The students knew that ragweed reproduces in the late summer and early fall when male flowers release pollen to fertilize female portions of the plant, which release seeds. To study this process, they aimed a video camera at male flowers, using a close-up lens. The camera captured microscopic images of pollen being released in clumps of about 500 grains each. The student researchers later were able to document the way such clumps begin to fall apart and disperse as they move through the air.
To find out how the airborne pollen concentration changes as the clumps move away from the plants, the researchers set up an 18-foot-tall pole equipped with six pollen samplers mounted at different heights. Each sampler spun a rod coated with sticky silicone to capture pollen clumps moving through the air. The students have been able to count and study the pollen grains by placing the samples under a microscope.

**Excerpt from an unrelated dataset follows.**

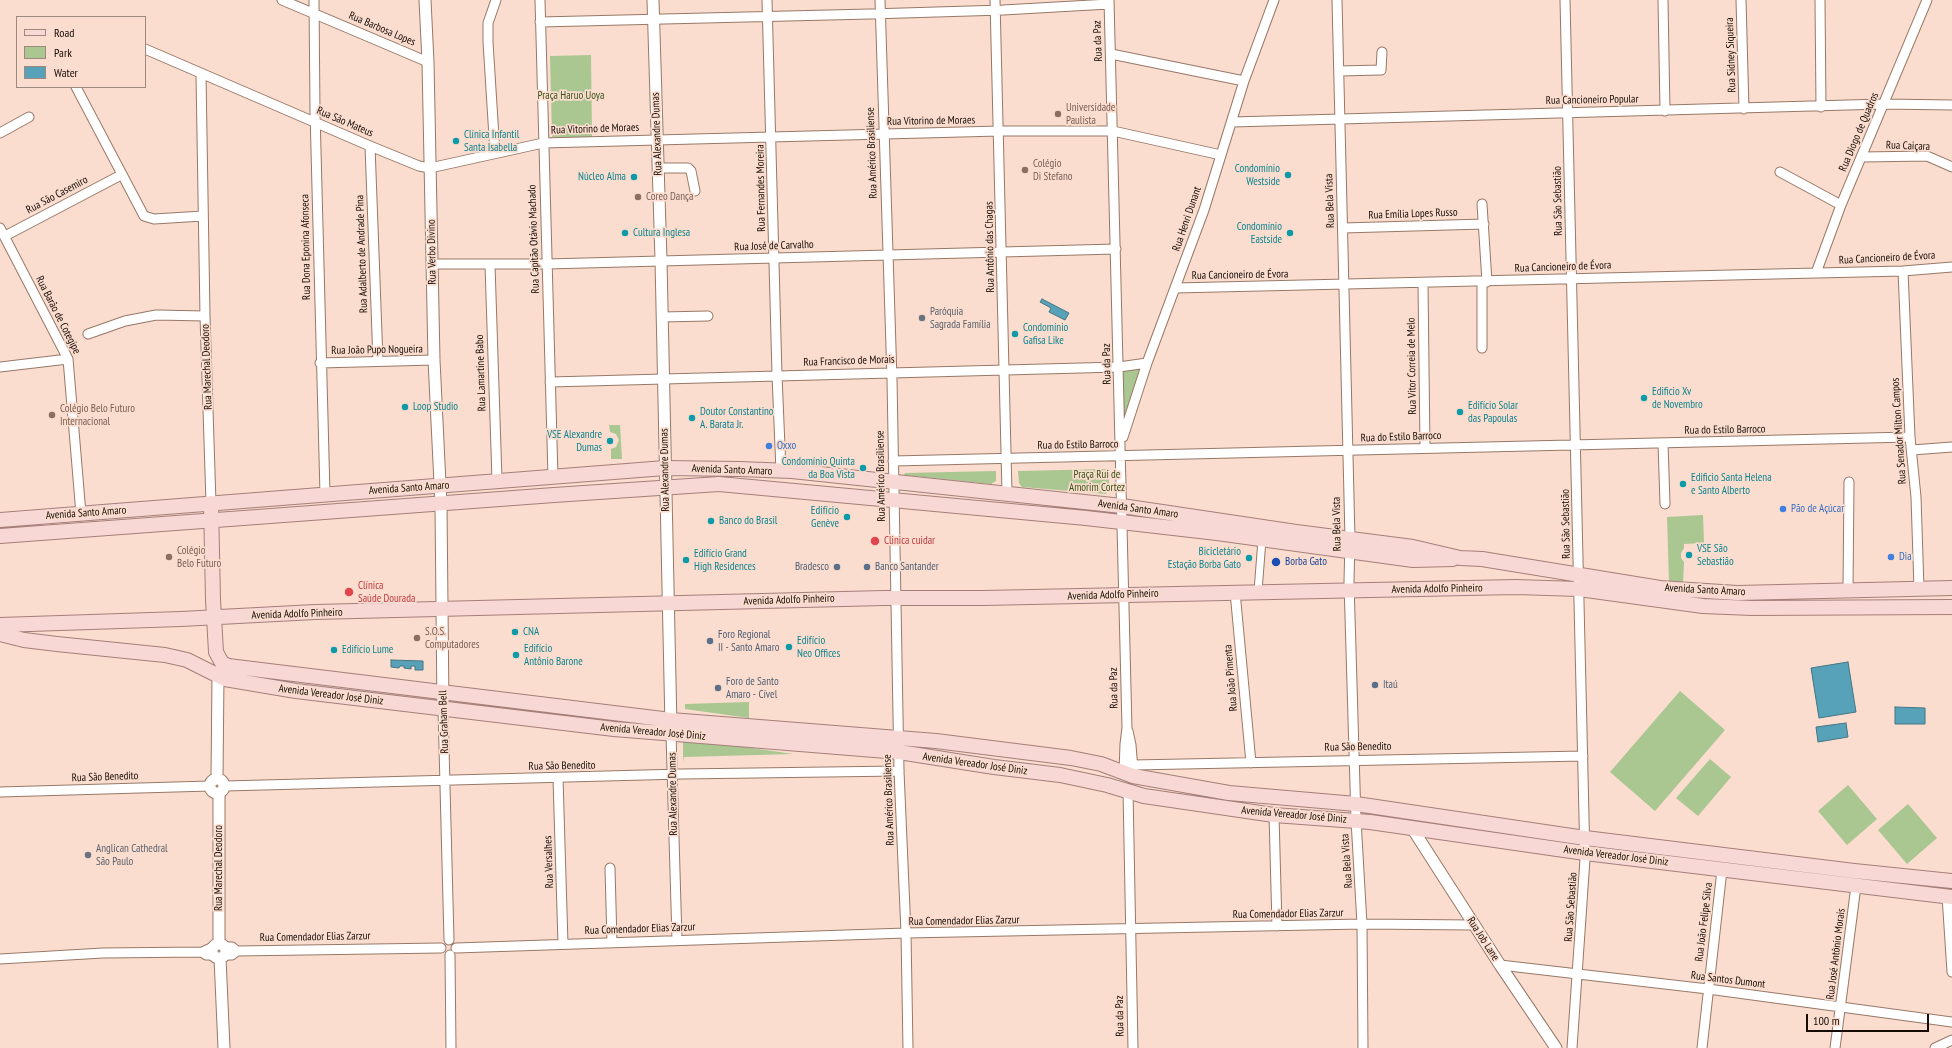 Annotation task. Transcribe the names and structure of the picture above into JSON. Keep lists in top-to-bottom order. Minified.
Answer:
{"streets":{"main road":["Rua Marechal Deodoro","Avenida Santo Amaro","Avenida Adolfo Pinheiro","Avenida Vereador José Diniz"],"street":["Rua Barbosa Lopes","Rua da Paz","Rua Sidney Siqueira","Rua Cancioneiro Popular","Rua Vitorino de Moraes","Rua São Mateus","Rua Diogo de Quadros","Rua Alexandre Dumas","Rua Caiçara","Rua Américo Brasiliense","Rua Fernandes Moreira","Rua São Casemiro","Rua Bela Vista","Rua São Sebastião","Rua Emília Lopes Russo","Rua Henri Dunant","Rua Capitão Otávio Machado","Rua José de Carvalho","Rua Dona Eponina Afonseca","Rua Antônio das Chagas","Rua Verbo Divino","Rua Adalberto de Andrade Pina","Rua Cancioneiro de Évora","Rua Barão de Cotegipe","Rua João Pupo Nogueira","Rua Francisco de Morais","Rua Vitor Correia de Melo","Rua Lamartine Babo","Rua do Estilo Barroco","Rua Senador Milton Campos","Rua João Pimenta","Rua Graham Bell","Rua São Benedito","Rua Versalhes","Rua Comendador Elias Zarzur","Rua João Felipe Silva","Rua Job Lane","Rua José Antônio Morais","Rua Santos Dumont"]},"crossings":[["Rua Barbosa Lopes","Rua Dona Eponina Afonseca"],["Rua Barbosa Lopes","Rua Verbo Divino"],["Rua da Paz","Rua Vitorino de Moraes"],["Rua da Paz","Rua Henri Dunant"],["Rua da Paz","Rua José de Carvalho"],["Rua da Paz","Rua Francisco de Morais"],["Rua da Paz","Rua do Estilo Barroco"],["Rua da Paz","Avenida Santo Amaro"],["Rua da Paz","Avenida Adolfo Pinheiro"],["Rua da Paz","Avenida Vereador José Diniz"],["Rua da Paz","Rua São Benedito"],["Rua da Paz","Rua Comendador Elias Zarzur"],["Rua Sidney Siqueira","Rua Cancioneiro Popular"],["Rua Cancioneiro Popular","Rua Diogo de Quadros"],["Rua Cancioneiro Popular","Rua Bela Vista"],["Rua Cancioneiro Popular","Rua São Sebastião"],["Rua Cancioneiro Popular","Rua Henri Dunant"],["Rua Vitorino de Moraes","Rua São Mateus"],["Rua Vitorino de Moraes","Rua Alexandre Dumas"],["Rua Vitorino de Moraes","Rua Américo Brasiliense"],["Rua Vitorino de Moraes","Rua Fernandes Moreira"],["Rua Vitorino de Moraes","Rua Henri Dunant"],["Rua Vitorino de Moraes","Rua Capitão Otávio Machado"],["Rua Vitorino de Moraes","Rua Antônio das Chagas"],["Rua São Mateus","Rua Capitão Otávio Machado"],["Rua São Mateus","Rua Dona Eponina Afonseca"],["Rua São Mateus","Rua Verbo Divino"],["Rua São Mateus","Rua Adalberto de Andrade Pina"],["Rua São Mateus","Rua Marechal Deodoro"],["Rua Diogo de Quadros","Rua Caiçara"],["Rua Diogo de Quadros","Rua Cancioneiro de Évora"],["Rua Alexandre Dumas","Rua José de Carvalho"],["Rua Alexandre Dumas","Rua Francisco de Morais"],["Rua Alexandre Dumas","Avenida Santo Amaro"],["Rua Alexandre Dumas","Avenida Adolfo Pinheiro"],["Rua Alexandre Dumas","Avenida Vereador José Diniz"],["Rua Alexandre Dumas","Rua São Benedito"],["Rua Alexandre Dumas","Rua Comendador Elias Zarzur"],["Rua Américo Brasiliense","Rua José de Carvalho"],["Rua Américo Brasiliense","Rua Francisco de Morais"],["Rua Américo Brasiliense","Rua do Estilo Barroco"],["Rua Américo Brasiliense","Avenida Santo Amaro"],["Rua Américo Brasiliense","Avenida Adolfo Pinheiro"],["Rua Américo Brasiliense","Avenida Vereador José Diniz"],["Rua Américo Brasiliense","Rua São Benedito"],["Rua Américo Brasiliense","Rua Comendador Elias Zarzur"],["Rua Fernandes Moreira","Rua José de Carvalho"],["Rua Fernandes Moreira","Rua Francisco de Morais"],["Rua Fernandes Moreira","Avenida Santo Amaro"],["Rua São Casemiro","Rua Barão de Cotegipe"],["Rua Bela Vista","Rua Emília Lopes Russo"],["Rua Bela Vista","Rua Cancioneiro de Évora"],["Rua Bela Vista","Rua do Estilo Barroco"],["Rua Bela Vista","Avenida Santo Amaro"],["Rua Bela Vista","Avenida Adolfo Pinheiro"],["Rua Bela Vista","Avenida Vereador José Diniz"],["Rua Bela Vista","Rua São Benedito"],["Rua Bela Vista","Rua Comendador Elias Zarzur"],["Rua São Sebastião","Rua Cancioneiro de Évora"],["Rua São Sebastião","Rua do Estilo Barroco"],["Rua São Sebastião","Avenida Santo Amaro"],["Rua São Sebastião","Avenida Adolfo Pinheiro"],["Rua São Sebastião","Avenida Vereador José Diniz"],["Rua São Sebastião","Rua São Benedito"],["Rua São Sebastião","Rua Santos Dumont"],["Rua Henri Dunant","Rua Cancioneiro de Évora"],["Rua Henri Dunant","Rua Francisco de Morais"],["Rua Capitão Otávio Machado","Rua José de Carvalho"],["Rua Capitão Otávio Machado","Rua Francisco de Morais"],["Rua Capitão Otávio Machado","Avenida Santo Amaro"],["Rua José de Carvalho","Rua Antônio das Chagas"],["Rua José de Carvalho","Rua Verbo Divino"],["Rua José de Carvalho","Rua Lamartine Babo"],["Rua Dona Eponina Afonseca","Rua João Pupo Nogueira"],["Rua Dona Eponina Afonseca","Avenida Santo Amaro"],["Rua Antônio das Chagas","Rua Francisco de Morais"],["Rua Antônio das Chagas","Rua do Estilo Barroco"],["Rua Antônio das Chagas","Avenida Santo Amaro"],["Rua Verbo Divino","Rua João Pupo Nogueira"],["Rua Verbo Divino","Avenida Santo Amaro"],["Rua Verbo Divino","Rua Graham Bell"],["Rua Adalberto de Andrade Pina","Rua João Pupo Nogueira"],["Rua Cancioneiro de Évora","Rua Vitor Correia de Melo"],["Rua Cancioneiro de Évora","Rua Senador Milton Campos"],["Rua Barão de Cotegipe","Avenida Santo Amaro"],["Rua Vitor Correia de Melo","Rua do Estilo Barroco"],["Rua Marechal Deodoro","Avenida Santo Amaro"],["Rua Marechal Deodoro","Avenida Adolfo Pinheiro"],["Rua Marechal Deodoro","Avenida Vereador José Diniz"],["Rua Marechal Deodoro","Rua São Benedito"],["Rua Marechal Deodoro","Rua Comendador Elias Zarzur"],["Rua Lamartine Babo","Avenida Santo Amaro"],["Rua do Estilo Barroco","Rua Senador Milton Campos"],["Rua Senador Milton Campos","Avenida Santo Amaro"],["Avenida Santo Amaro","Avenida Adolfo Pinheiro"],["Avenida Santo Amaro","Rua Graham Bell"],["Avenida Adolfo Pinheiro","Rua João Pimenta"],["Avenida Adolfo Pinheiro","Rua Graham Bell"],["Rua João Pimenta","Rua São Benedito"],["Avenida Vereador José Diniz","Rua Graham Bell"],["Avenida Vereador José Diniz","Rua São Benedito"],["Avenida Vereador José Diniz","Rua João Felipe Silva"],["Avenida Vereador José Diniz","Rua Job Lane"],["Avenida Vereador José Diniz","Rua José Antônio Morais"],["Rua Graham Bell","Rua São Benedito"],["Rua Graham Bell","Rua Comendador Elias Zarzur"],["Rua São Benedito","Rua Versalhes"],["Rua Versalhes","Rua Comendador Elias Zarzur"],["Rua Comendador Elias Zarzur","Rua Job Lane"],["Rua João Felipe Silva","Rua Santos Dumont"],["Rua Job Lane","Rua Santos Dumont"],["Rua José Antônio Morais","Rua Santos Dumont"]],"parks":["Praça Haruo Uoya","Praça Rui de Amorim Cortez"],"places":["Universidade Paulista","Clínica Infantil Santa Isabella","Colégio Di Stefano","Condomínio Westside","Núcleo Alma","Coreo Dança","Cultura Inglesa","Condomínio Eastside","Paróquia Sagrada Família","Condomínio Gafisa Like","Edificio Xv de Novembro","Loop Studio","Edifício Solar das Papoulas","Colégio Belo Futuro Internacional","Doutor Constantino A. Barata Jr.","VSE Alexandre Dumas","Oxxo","Condomínio Quinta da Boa Vista","Edificio Santa Helena e Santo Alberto","Pão de Açúcar","Edifício Genève","Banco do Brasil","Clinica cuidar","VSE São Sebastião","Colégio Belo Futuro","Dia","Bicicletário Estação Borba Gato","Edifício Grand High Residences","Borba Gato","Bradesco","Banco Santander","Clínica Saúde Dourada","CNA","S.O.S. Computadores","Foro Regional II - Santo Amaro","Edifício Neo Offices","Edifício Lume","Edifício Antônio Barone","Itaú","Foro de Santo Amaro - Cível","Anglican Cathedral São Paulo"],"legend":["Road","Park","Water"],"scale_bar":"100 m"}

To document weather conditions at the time of each sampling, the students assembled a meteorological tower 6 meters tall. The tower was equipped with instruments to measure solar radiation, air temperature, humidity, wind direction, wind speed and turbulence. This information was collected by a datalogger device and stored on a memory card that could be uploaded regularly to a laptop computer. The towers devices were powered by a car battery recharged by solar cells.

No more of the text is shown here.